╭─ DATA TO PROCESS

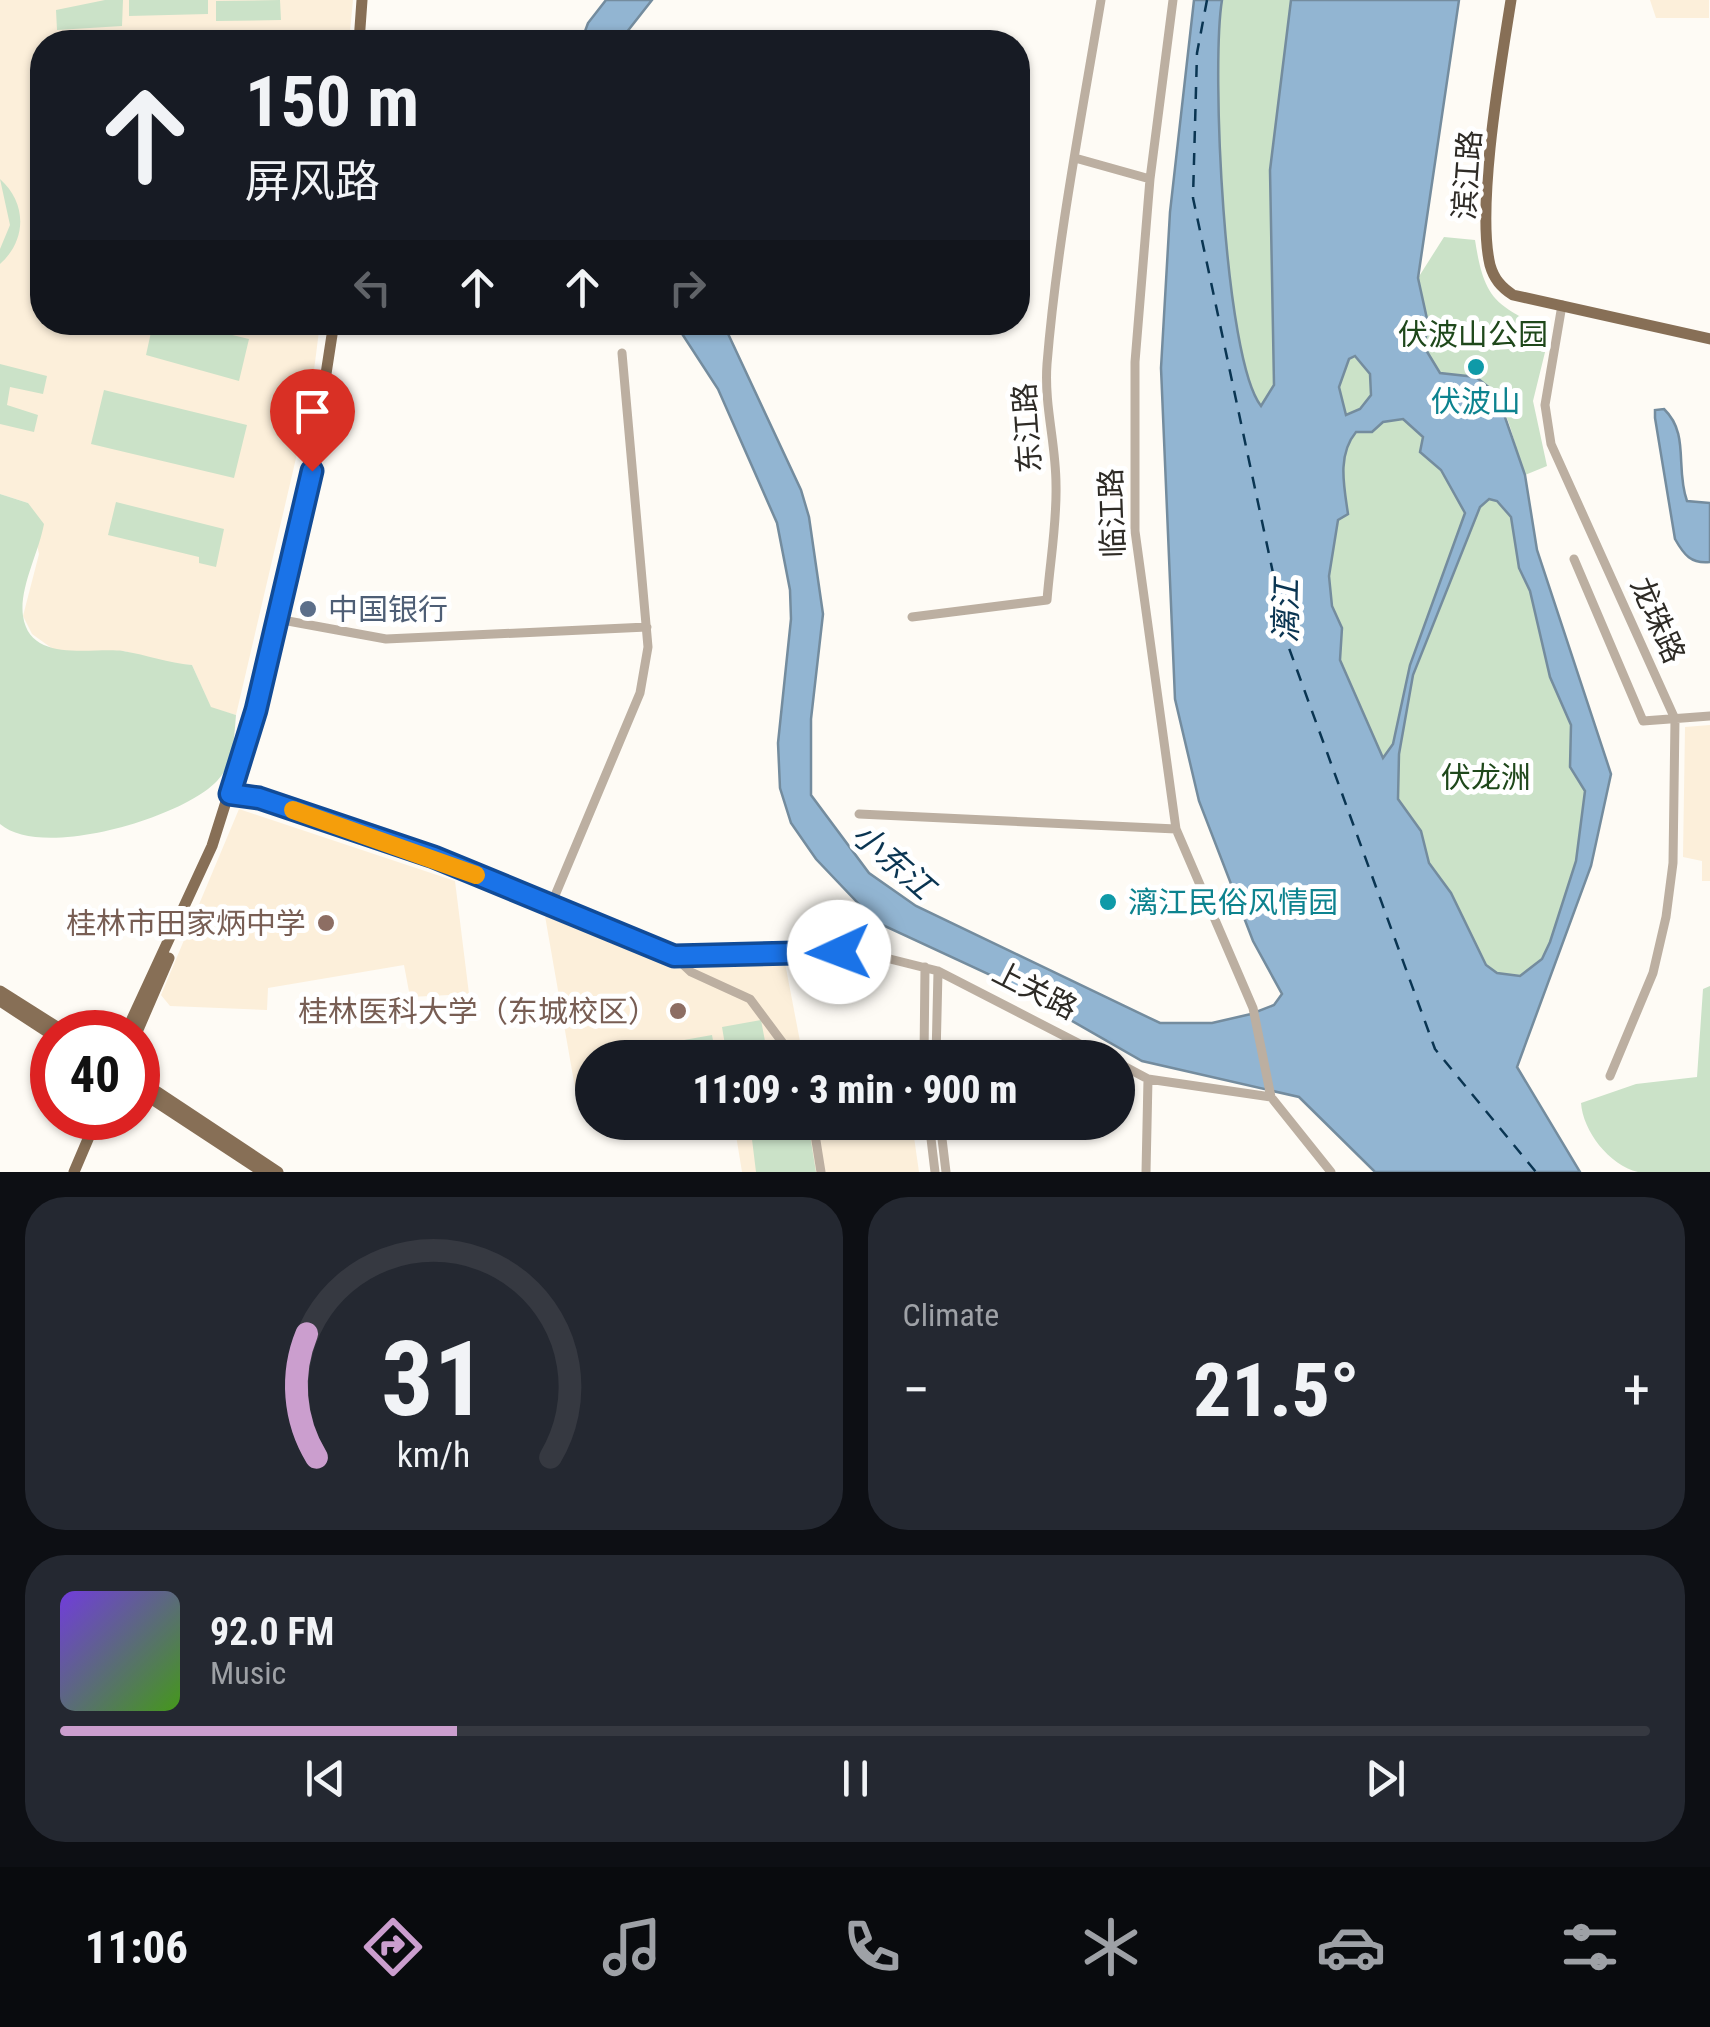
<!DOCTYPE html>
<html lang="en">
<head>
<meta charset="utf-8">
<style>
	body { margin:0; font-family:"Roboto Condensed","Noto Sans SC",sans-serif; background:#242831; color:#f1f3f6; height:100vh; display:flex; flex-direction:column; font-size:38px; white-space:nowrap }
	* { box-sizing:border-box; margin:0 }
	p { font-size:32px; color:#9ea1a6 }
	.icon { flex:none; width:55px; height:55px; fill:none; stroke:currentColor; stroke-width:2; stroke-linecap:round; stroke-linejoin:round }
	.map { position:relative; height:1172px; overflow:hidden }
	.drawer { display:flex; flex-direction:column; gap:25px; padding:25px; background:#0d0f14; flex:1 }
	.drawer>* { flex:none }
	.top-card { position:absolute; left:30px; top:30px; width:1000px; height:305px; border-radius:40px; box-shadow:0 2px 8px #0004; background:#171b24; color:#f1f3f6; overflow:hidden }
	.speed { position:absolute; left:30px; top:1010px; display:flex; gap:20px; font-size:50px; font-weight:700; text-align:center }
	.speed>* { display:grid; place-content:center; width:130px; height:130px; border-radius:50%; background:#171b24; box-shadow:0 2px 8px #0004; line-height:1 }
	.speed .limit { border:15px solid #d22; background:#fff; color:#111 }
	.pin { position:absolute; display:grid; place-items:center; width:85px; height:85px; color:#fff; margin:-102px -42px; border-radius:50% 50% 50% 0; rotate:-45deg; box-shadow:0 0 10px #0007 }
	.pin .icon { rotate:45deg }
	.me { position:absolute; width:110px; margin:-55px; rotate:268deg; stroke-linejoin:round; filter:drop-shadow(0 0 8px #0008) }
	.turn { display:flex; align-items:center; gap:35px; height:210px; padding:0 50px; font-size:45px }
	.turn .icon { width:130px; height:130px; stroke-width:2.5 }
	.turn b { display:block; font-size:70px; line-height:85px }
	.lanes { display:flex; align-items:center; height:95px; padding:0 50px; background:#0003; justify-content:center; gap:50px; direction:ltr }
	.lanes .off { opacity:.35 }
	.big { font-size:75px; font-weight:800; line-height:1.1 }
	.drawer .tile { flex:1; display:flex; flex-direction:column; justify-content:center; gap:15px; min-width:0; padding:0 35px; border-radius:40px; background:#242831 }
	.drawer .dial { align-items:center; gap:0 }
	.dial svg { height:260px; overflow:visible; fill:none; stroke:#363941; stroke-width:7; stroke-linecap:round; text-anchor:middle }
	.dial text { fill:#f1f3f6; stroke:none }
	.song { display:flex; align-items:center; gap:30px }
	.cover { width:120px; height:120px; border-radius:15px; background:linear-gradient(135deg,hsl(260 70% 55%),hsl(100 70% 35%)) }
	.played { height:10px; border-radius:5px; background:linear-gradient(90deg,#cb9ece 25%,#363941 25%) }
	.keys { display:flex; justify-content:space-around; direction:ltr }
	.heat { display:flex; justify-content:space-between; align-items:center; font-size:55px; direction:ltr }
	.drawer .tiles { flex:1; display:grid; gap:25px; grid-template-columns:1fr 1fr }
	.tile:last-child { grid-column:span 2 }
	.trip { position:absolute; left:575px; top:1040px; width:560px; height:100px; border-radius:50px; background:#171b24; box-shadow:0 2px 8px #0004; font-weight:800; line-height:100px; text-align:center }
	.tab-bar { display:flex; height:160px; justify-content:space-around; align-items:center; background:#090b0e; color:#9ea1a6 }
	.tab-bar .icon { width:70px; height:70px }
	.tab-bar .active { color:#cb9ece }
	.tab-bar b { font-size:45px; color:#f1f3f6 }
	.map>svg:first-child { display:block }
	.built { fill:#fcefda }
	.green { fill:#cbe2c8 }
	.water { fill:#92b5d2; stroke:#748c9e; stroke-width:2.5; fill-rule:evenodd }
	.lines { fill:none; stroke-linecap:round; stroke-linejoin:round }
	.ferry { stroke:#0a3552; stroke-width:2.5; stroke-dasharray:12 10; stroke-linecap:butt }
	.minor { stroke:#bcafa1; stroke-width:9 }
	.major { stroke:#876f56; stroke-width:11 }
	.route-casing { stroke:#114b97; stroke-width:25 }
	.route { stroke:#1a73e8; stroke-width:18 }
	.slow { stroke:#f59e0b; stroke-width:18 }
	.culture-dot { fill:#0f9aa8; stroke:#fff; stroke-width:4 }
	.service-dot { fill:#5c6f8a; stroke:#fff; stroke-width:4 }
	.education-dot { fill:#8d6e63; stroke:#fff; stroke-width:4 }
	.labels { text-anchor:middle; dominant-baseline:central; stroke-width:10; stroke-linejoin:round; paint-order:stroke }
	.street-label { font-size:30px; fill:#2e2b26; stroke:#fff }
	.park-label { font-size:30px; fill:#1f481b; stroke:#fff }
	.culture-label { font-size:30px; fill:#0d838f; stroke:#fff }
	.service-label { font-size:30px; fill:#4e5e75; stroke:#fff; text-anchor:start }
	.education-label { font-size:30px; fill:#785e54; stroke:#fff; text-anchor:end }
	.water-label { font-size:32px; font-style:italic; fill:#0a3552; stroke:#fff }
</style>
</head>
<body>
<div class="map">
<svg width="1710" height="1172" viewBox="0 0 1710 1172">
	<rect width="100%" height="100%" fill="#fefbf5"/>
	<path class="built" d="M0,0H353L349,42H42V322L320,323L311,394L236,715L211,708L192,665L164,663L124,651L57,652L32,634L23,616L39,554L28,503L0,494Z
		M1650,0H1709V18H1656Z
		M1710,725V881H1702V861L1683,857L1685,727Z
		M239,809L455,881L469,994L410,997L404,965L268,988L267,1010L170,1006L161,995Z
		M545,916L619,946L684,961L785,963L803,1057L592,1058V1104L578,1105Z
		M734,1123H825L829,1129L912,1123L919,1172H742Z"/>
	<path class="green" d="M105,0H123L122,26L57,30L56,10Z
		M129,0H208V14L129,16Z
		M280,0L281,20L216,21V1Z
		M1222,0H1291L1270,170L1274,385L1261,406C1224,356 1211,68 1222,0Z
		M0,179C27,203 27,240 0,264V249L10,225Z
		M1444,237L1475,240C1479,264 1483,292 1505,307C1527,323 1532,317 1547,344L1533,401L1547,466L1525,475C1504,415 1510,382 1440,373L1423,345L1418,278Z
		M153,323H182L249,339L239,381L146,355Z
		M1355,355L1370,374L1371,395L1360,409L1346,415L1339,387L1349,359Z
		M0,364L47,376L43,394L10,387L7,405L38,415L34,432L0,424Z
		M104,390L247,425L234,478L91,444Z
		M1403,419L1423,437L1421,452L1441,470L1465,513L1410,665L1393,744L1383,759L1340,660L1342,628L1332,606L1329,575L1338,520L1348,514C1344,486 1337,455 1356,432H1372L1383,422Z
		M0,494L28,503L44,524C39,552 19,588 23,616C30,664 92,647 123,651C147,655 168,663 192,665L211,707L236,715C234,738 234,763 217,781C182,818 41,860 0,824Z
		M1489,499L1497,501L1511,517L1519,568L1530,591L1550,677L1571,725L1570,767L1585,791L1576,861L1550,942L1542,959L1520,976L1497,973L1486,965L1451,893L1429,863L1421,831L1398,799L1399,754L1413,675L1480,507Z
		M116,502L224,529L216,567L199,563V557L108,535Z
		M1710,986V1172C1688,1172 1659,1172 1638,1172C1609,1165 1583,1131 1581,1103L1636,1084L1697,1077L1703,989Z
		M761,1020L768,1057H727L722,1027Z
		M712,1035L716,1057H647L645,1047Z
		M750,1123H808L816,1172H756Z"/>
	<path class="water" d="M606,0H652L619,42H581L588,23Z
		M1194,0H1222C1211,66 1224,359 1261,406L1274,385L1270,170L1291,0H1459L1418,278L1429,328L1423,345L1440,373L1476,377L1497,394L1525,475L1537,550L1611,774L1591,866L1517,1067L1580,1172H1375L1299,1097L1142,1061L997,978L876,922L816,859L791,823L780,788L778,743L791,619L790,590L777,523L718,389L675,323H723L801,490L809,517L823,614L811,719V795L869,873L916,906L1160,1023H1212L1251,1014L1274,1005L1282,994L1253,941L1199,801L1175,699L1161,368L1170,212ZM1355,356L1370,374L1371,395L1360,409L1346,415L1339,387L1349,359ZM1403,419L1423,437L1420,452L1441,470L1465,513L1410,665L1393,744L1383,758L1340,660L1342,628L1332,606L1329,576L1338,520L1348,514C1344,486 1337,455 1356,432H1372L1383,422ZM1489,499L1497,501L1511,517L1519,568L1530,591L1550,677L1571,725L1570,767L1585,791L1576,861L1550,942L1542,959L1520,976L1497,973L1486,965L1451,893L1429,863L1421,831L1398,799L1399,754L1413,675L1480,507Z
		M1664,409C1690,434 1675,468 1687,501L1710,503V562C1691,564 1684,555 1675,539L1655,418V410Z"/>
	<g class="lines">
		<path class="ferry" d="M1207,0L1197,53L1193,198L1289,648L1435,1049L1536,1172"/>
		<path class="minor" d="M1173,0L1150,179L1135,362V531L1176,829L1253,1008L1271,1097
			M1075,158L1150,179
			M1562,305L1545,405L1551,444L1675,719L1673,863L1666,917L1653,973L1610,1076
			M1574,559L1643,721L1710,716
			M912,617L1047,600C1050,562 1057,523 1056,485C1056,443 1044,406 1047,364C1057,242 1081,120 1101,0
			M277,619L386,639L647,627
			M231,794L259,798L434,857L674,956L691,972L750,999L794,1058
			M859,814L1176,829
			M551,905L640,693L648,647L622,353
			M674,956L866,953L938,971L1107,1058
			M924,1058L925,967
			M936,1058L938,971
			M1118,1063L1148,1079L1271,1097L1331,1172
			M813,1122L821,1172
			M929,1122L935,1172
			M940,1122L946,1172
			M1146,1172L1148,1079"/>
		<path class="major" d="M1511,0C1501,64 1476,206 1490,265C1494,279 1501,287 1513,295L1710,339
			M359,42L362,0
			M0,991L65,1032
			M0,1001L52,1035
			M126,1032L212,846L255,710L311,471L334,322
			M137,1032L169,958
			M138,1079L278,1172
			M138,1090L263,1172
			M74,1172L97,1118"/>
	</g>
	<g class="lines">
		<defs>
			<path id="route" d="M312,471L256,710L230,794L259,798L434,857L674,956L839,952"/>
		</defs>
		<use href="#route" class="route-casing"/>
		<use href="#route" class="route"/>
		<path class="slow" d="M293,810L476,875"/>
	</g>
	<g class="culture-dot">
		<circle cx="1476" cy="367" r="10"/>
		<circle cx="1108" cy="902" r="10"/>
	</g>
	<circle class="service-dot" cx="308" cy="609" r="10"/>
	<g class="education-dot">
		<circle cx="326" cy="923" r="10"/>
		<circle cx="678" cy="1011" r="10"/>
	</g>
	<g class="labels">
		<g class="street-label">
			<text transform="translate(1467 175) rotate(-86)">滨江路</text>
			<text transform="translate(1027 428) rotate(-94)">东江路</text>
			<text transform="translate(1112 513) rotate(-92)">临江路</text>
			<text transform="translate(1658 620) rotate(66)">龙珠路</text>
			<text transform="translate(1035 990) rotate(27)">上关路</text>
		</g>
		<g class="park-label">
			<text x="1473" y="334">伏波山公园</text>
			<text x="1486" y="777">伏龙洲</text>
		</g>
		<g class="culture-label">
			<text x="1476" y="401">伏波山</text>
			<text x="1128" y="902" text-anchor="start">漓江民俗风情园</text>
		</g>
		<g class="service-label">
			<text x="328" y="609">中国银行</text>
		</g>
		<g class="education-label">
			<text x="306" y="923">桂林市田家炳中学</text>
			<text x="658" y="1011">桂林医科大学（东城校区）</text>
		</g>
		<g class="water-label">
			<text transform="translate(1286 611) rotate(-89)">漓江</text>
			<text transform="translate(893 861) rotate(41)">小东江</text>
		</g>
	</g>
</svg>
<div class="speed"><div class="limit">40</div></div>
<div class="pin" style="left:312px;top:471px;background:#d93025"><svg class="icon" aria-label="arrive" viewBox="0 0 24 24"><path d="M6 21V4h12l-3 4 3 4H6"/></svg></div>
<svg class="me" style="left:839px;top:952px" viewBox="-20 -20 40 40"><circle r="19" fill="#fff"/><path d="M0-13L10 11 0 6-10 11z" fill="#1a73e8"/></svg>
<div class="trip">11:09 · 3 min · 900 m</div>
<div class="top-card">
<div class="turn"><svg class="icon" aria-label="ahead" viewBox="0 0 24 24"><path d="M12 20V5M6 11l6-6 6 6"/></svg><div><b>150 m</b>屏风路</div></div>
<div class="lanes"><svg class="icon off" aria-label="left" viewBox="0 0 24 24"><path d="M17 20v-9H6M10 6l-5 5 5 5"/></svg><svg class="icon" aria-label="ahead" viewBox="0 0 24 24"><path d="M12 20V5M6 11l6-6 6 6"/></svg><svg class="icon" aria-label="ahead" viewBox="0 0 24 24"><path d="M12 20V5M6 11l6-6 6 6"/></svg><svg class="icon off" aria-label="right" viewBox="0 0 24 24"><path d="M7 20v-9h11M14 6l5 5-5 5"/></svg></div>
</div>
</div>
<section class="drawer">
<div class="tiles">
<div class="tile dial"><svg viewBox="0 0 100 80">
<path d="M14 69A42 42 0 1 1 86 69"/>
<path d="M14 69A42 42 0 0 1 11 31" stroke="#cb9ece"/>
<text x="50" y="56" font-size="32" font-weight="700">31</text>
<text x="50" y="72" font-size="11">km/h</text>
</svg></div>
<div class="tile"><p>Climate</p>
<div class="heat"><a>−</a><b class="big">21.5°</b><a>+</a></div>
</div>
<div class="tile">
<div class="song"><i class="cover"></i><div><b>92.0 FM</b><p>Music</p></div></div>
<div class="played"></div>
<div class="keys"><svg class="icon" aria-label="previous" viewBox="0 0 24 24"><path d="M18 5L8 12l10 7zM5 5v14"/></svg><svg class="icon" aria-label="pause" viewBox="0 0 24 24"><path d="M8 5v14M16 5v14"/></svg><svg class="icon" aria-label="next" viewBox="0 0 24 24"><path d="M6 5l10 7-10 7zM19 5v14"/></svg></div>
</div>
</div>
</section>
<nav class="tab-bar">
<b>11:06</b>
<svg class="icon active" aria-label="directions" viewBox="0 0 24 24"><path d="M12 3l9 9-9 9-9-9zM9 14v-3h6M13 9l2 2-2 2"/></svg>
<svg class="icon" aria-label="music" viewBox="0 0 24 24"><path d="M9 18V5l10-2v13"/><circle cx="6" cy="18" r="3"/><circle cx="16" cy="16" r="3"/></svg>
<svg class="icon" aria-label="phone" viewBox="0 0 24 24"><path d="M5 4h4l2 5-3 2q2 4 5 5l2-3 5 2v4C11 20 4 13 5 4z"/></svg>
<svg class="icon" aria-label="climate" viewBox="0 0 24 24"><path d="M12 3v18M4 7l16 10M4 17L20 7"/></svg>
<svg class="icon" aria-label="car" viewBox="0 0 24 24"><path d="M5 17H2v-5l4-1 3-4h7l3 4 3 1v5h-3M9 17h6M6 11h13"/><circle cx="7" cy="17" r="2"/><circle cx="17" cy="17" r="2"/></svg>
<svg class="icon" aria-label="filters" viewBox="0 0 24 24"><path d="M4 7h16M4 17h16"/><circle cx="9" cy="7" r="2"/><circle cx="15" cy="17" r="2"/></svg>
</nav>
</body>
</html>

╰─

▸ TASK PROMPT
Return only the number of lines in the data above that include the word "card".

▸ WRITTEN RESPONSE
2